> _AIM OF THE EXERCISE_:
Each line below either holds the string "solid" or doesn't. Count those that do and give only the number.

Saved data entries:
- Opening Delimiter -

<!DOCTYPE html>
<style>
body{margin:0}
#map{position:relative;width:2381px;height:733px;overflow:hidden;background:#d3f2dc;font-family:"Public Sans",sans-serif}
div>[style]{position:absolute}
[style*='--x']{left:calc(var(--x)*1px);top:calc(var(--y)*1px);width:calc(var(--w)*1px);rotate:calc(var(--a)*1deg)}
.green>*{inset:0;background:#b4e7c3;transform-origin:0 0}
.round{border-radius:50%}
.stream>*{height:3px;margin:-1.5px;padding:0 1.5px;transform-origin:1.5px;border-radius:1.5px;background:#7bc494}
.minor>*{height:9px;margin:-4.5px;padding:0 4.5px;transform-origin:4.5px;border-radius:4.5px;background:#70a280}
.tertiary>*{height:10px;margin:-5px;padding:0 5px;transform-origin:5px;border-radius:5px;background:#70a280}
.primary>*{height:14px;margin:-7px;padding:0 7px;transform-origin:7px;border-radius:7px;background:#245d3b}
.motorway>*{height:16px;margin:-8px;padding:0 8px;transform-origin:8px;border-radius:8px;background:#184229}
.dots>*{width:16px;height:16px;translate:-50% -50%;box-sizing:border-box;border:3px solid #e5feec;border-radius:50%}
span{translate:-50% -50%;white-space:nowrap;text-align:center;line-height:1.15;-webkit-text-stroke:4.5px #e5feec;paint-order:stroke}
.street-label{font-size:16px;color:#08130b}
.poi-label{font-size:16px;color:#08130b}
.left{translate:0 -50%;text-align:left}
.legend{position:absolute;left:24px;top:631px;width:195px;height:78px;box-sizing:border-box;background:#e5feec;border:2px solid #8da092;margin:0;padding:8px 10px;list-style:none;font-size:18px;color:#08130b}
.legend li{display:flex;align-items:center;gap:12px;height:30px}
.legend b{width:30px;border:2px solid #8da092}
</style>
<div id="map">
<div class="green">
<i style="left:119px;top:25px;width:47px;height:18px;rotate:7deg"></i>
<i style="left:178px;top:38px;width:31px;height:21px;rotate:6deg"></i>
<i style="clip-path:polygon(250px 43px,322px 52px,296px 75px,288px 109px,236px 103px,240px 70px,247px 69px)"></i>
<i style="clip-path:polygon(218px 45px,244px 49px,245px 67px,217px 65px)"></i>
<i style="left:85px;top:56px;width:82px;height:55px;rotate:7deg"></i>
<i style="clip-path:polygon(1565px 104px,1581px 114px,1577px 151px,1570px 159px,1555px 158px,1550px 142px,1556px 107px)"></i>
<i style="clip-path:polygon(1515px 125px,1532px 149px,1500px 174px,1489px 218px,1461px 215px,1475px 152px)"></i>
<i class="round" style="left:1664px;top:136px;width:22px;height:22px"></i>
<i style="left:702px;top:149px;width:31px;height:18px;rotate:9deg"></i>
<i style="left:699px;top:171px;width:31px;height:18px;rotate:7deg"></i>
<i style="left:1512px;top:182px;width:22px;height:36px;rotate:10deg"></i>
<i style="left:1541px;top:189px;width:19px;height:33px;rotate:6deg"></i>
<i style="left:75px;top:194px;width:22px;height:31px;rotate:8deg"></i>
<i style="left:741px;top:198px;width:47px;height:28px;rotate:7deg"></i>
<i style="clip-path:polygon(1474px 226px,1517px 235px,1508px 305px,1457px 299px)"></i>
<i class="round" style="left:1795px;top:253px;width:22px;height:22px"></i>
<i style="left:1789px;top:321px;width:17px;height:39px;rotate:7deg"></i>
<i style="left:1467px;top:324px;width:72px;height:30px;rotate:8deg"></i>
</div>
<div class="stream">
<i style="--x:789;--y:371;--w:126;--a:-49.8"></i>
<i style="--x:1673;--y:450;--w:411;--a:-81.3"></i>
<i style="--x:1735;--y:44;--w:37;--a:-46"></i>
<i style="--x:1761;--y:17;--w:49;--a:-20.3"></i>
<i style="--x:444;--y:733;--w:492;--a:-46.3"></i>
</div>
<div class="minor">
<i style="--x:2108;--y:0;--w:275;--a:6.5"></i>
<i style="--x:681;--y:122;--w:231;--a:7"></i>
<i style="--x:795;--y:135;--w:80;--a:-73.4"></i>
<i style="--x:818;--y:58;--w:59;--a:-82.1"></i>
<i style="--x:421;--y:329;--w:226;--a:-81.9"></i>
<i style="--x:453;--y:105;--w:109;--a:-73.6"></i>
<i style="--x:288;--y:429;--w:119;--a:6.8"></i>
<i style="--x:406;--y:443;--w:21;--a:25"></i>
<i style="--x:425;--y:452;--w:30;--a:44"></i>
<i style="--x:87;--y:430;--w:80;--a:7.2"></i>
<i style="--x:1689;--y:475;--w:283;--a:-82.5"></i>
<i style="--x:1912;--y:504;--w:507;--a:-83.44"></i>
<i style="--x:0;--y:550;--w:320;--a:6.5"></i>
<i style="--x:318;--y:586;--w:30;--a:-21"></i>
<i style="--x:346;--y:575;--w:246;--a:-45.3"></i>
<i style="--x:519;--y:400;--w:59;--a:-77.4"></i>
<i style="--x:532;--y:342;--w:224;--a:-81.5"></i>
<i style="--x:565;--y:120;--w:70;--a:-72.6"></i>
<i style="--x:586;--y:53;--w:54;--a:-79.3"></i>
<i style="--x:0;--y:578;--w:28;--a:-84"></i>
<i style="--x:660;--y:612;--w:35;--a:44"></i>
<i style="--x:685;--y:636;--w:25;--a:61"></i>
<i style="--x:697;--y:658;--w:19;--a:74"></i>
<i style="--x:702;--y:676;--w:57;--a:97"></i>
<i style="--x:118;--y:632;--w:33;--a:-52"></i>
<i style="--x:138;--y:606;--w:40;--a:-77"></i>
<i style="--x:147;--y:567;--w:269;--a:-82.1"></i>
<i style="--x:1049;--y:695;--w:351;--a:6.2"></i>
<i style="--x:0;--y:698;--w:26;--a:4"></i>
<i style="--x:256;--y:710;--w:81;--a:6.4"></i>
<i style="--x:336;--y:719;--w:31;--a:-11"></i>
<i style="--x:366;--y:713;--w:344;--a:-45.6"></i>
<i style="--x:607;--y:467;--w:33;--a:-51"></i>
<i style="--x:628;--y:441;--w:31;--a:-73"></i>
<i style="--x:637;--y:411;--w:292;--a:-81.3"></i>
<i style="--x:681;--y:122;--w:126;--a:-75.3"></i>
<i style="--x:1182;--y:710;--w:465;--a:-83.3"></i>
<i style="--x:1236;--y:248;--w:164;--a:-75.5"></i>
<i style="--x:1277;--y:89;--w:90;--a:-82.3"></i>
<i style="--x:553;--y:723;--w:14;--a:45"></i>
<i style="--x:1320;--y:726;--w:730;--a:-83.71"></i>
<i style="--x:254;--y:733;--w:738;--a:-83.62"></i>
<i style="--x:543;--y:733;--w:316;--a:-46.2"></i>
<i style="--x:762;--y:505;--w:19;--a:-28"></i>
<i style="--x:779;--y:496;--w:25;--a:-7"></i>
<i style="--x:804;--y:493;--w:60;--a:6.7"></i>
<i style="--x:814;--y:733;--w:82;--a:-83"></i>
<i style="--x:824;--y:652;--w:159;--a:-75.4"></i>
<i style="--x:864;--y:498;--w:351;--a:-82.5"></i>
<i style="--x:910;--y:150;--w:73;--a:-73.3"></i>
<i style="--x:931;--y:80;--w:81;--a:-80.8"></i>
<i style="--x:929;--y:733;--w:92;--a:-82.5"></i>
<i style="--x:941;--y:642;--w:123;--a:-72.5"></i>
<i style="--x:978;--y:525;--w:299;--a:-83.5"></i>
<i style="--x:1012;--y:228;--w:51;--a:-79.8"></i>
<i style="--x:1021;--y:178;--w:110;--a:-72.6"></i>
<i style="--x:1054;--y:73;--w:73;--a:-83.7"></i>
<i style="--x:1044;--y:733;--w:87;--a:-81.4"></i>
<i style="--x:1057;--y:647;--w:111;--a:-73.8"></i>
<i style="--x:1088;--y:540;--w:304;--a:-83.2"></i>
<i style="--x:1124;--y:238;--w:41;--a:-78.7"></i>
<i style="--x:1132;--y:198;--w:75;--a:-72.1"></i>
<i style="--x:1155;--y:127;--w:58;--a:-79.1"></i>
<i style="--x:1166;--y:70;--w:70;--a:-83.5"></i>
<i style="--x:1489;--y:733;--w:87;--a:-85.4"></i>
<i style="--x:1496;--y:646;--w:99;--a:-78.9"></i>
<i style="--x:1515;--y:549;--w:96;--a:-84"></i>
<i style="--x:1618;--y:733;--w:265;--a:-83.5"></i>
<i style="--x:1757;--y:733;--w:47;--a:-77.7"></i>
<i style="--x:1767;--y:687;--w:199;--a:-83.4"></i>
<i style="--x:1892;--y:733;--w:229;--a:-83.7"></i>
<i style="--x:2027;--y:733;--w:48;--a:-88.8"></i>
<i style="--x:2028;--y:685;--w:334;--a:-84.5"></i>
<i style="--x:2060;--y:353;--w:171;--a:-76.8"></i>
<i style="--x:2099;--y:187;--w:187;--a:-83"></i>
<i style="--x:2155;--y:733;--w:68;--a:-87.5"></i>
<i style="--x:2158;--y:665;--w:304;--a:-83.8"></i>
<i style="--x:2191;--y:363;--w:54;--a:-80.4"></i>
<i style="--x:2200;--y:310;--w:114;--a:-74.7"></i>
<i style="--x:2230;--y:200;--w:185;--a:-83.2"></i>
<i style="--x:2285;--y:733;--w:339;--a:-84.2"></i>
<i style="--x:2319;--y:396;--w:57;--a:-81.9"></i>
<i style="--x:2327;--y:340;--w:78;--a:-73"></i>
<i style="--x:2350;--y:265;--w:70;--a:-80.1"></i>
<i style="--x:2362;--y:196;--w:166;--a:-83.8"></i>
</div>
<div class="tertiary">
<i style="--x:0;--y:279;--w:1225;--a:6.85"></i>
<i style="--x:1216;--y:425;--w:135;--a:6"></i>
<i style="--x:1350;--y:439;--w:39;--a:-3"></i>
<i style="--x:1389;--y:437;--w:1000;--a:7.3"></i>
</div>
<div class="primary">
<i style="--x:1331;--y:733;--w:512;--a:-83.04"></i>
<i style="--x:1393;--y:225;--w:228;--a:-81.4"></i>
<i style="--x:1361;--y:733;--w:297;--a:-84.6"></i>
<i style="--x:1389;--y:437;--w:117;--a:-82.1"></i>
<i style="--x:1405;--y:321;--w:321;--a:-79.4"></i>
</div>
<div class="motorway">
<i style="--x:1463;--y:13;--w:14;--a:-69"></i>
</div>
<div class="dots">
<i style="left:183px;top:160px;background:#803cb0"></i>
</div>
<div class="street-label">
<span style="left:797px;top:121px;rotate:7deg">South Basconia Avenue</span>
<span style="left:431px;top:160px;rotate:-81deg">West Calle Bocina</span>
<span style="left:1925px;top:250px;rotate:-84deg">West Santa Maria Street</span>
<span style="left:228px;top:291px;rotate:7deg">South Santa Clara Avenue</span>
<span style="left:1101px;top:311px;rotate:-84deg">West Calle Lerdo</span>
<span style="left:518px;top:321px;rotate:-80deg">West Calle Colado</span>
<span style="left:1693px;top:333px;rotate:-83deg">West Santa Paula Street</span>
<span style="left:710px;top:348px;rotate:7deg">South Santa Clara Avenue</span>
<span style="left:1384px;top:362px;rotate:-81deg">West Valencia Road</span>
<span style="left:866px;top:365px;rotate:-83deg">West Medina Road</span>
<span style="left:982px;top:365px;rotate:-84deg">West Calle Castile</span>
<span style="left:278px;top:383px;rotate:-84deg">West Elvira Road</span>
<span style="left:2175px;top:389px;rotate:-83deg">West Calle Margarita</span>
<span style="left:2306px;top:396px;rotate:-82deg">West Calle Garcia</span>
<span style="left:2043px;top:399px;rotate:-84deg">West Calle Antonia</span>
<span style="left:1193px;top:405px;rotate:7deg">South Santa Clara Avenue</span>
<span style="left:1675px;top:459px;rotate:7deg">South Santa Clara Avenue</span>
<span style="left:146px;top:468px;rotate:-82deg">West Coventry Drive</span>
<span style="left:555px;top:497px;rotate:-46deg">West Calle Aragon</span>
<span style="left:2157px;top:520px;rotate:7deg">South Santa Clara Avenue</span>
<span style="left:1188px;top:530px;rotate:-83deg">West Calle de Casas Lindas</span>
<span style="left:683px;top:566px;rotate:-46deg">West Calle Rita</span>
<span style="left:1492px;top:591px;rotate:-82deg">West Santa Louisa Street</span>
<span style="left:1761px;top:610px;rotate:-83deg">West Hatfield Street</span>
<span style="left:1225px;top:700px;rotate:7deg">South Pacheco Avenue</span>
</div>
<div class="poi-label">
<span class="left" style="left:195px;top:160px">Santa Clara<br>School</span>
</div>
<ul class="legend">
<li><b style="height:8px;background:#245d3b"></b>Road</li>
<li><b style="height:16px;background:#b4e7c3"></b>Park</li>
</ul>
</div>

- Closing Delimiter -

> _RESULT OF THIS TASK_:
3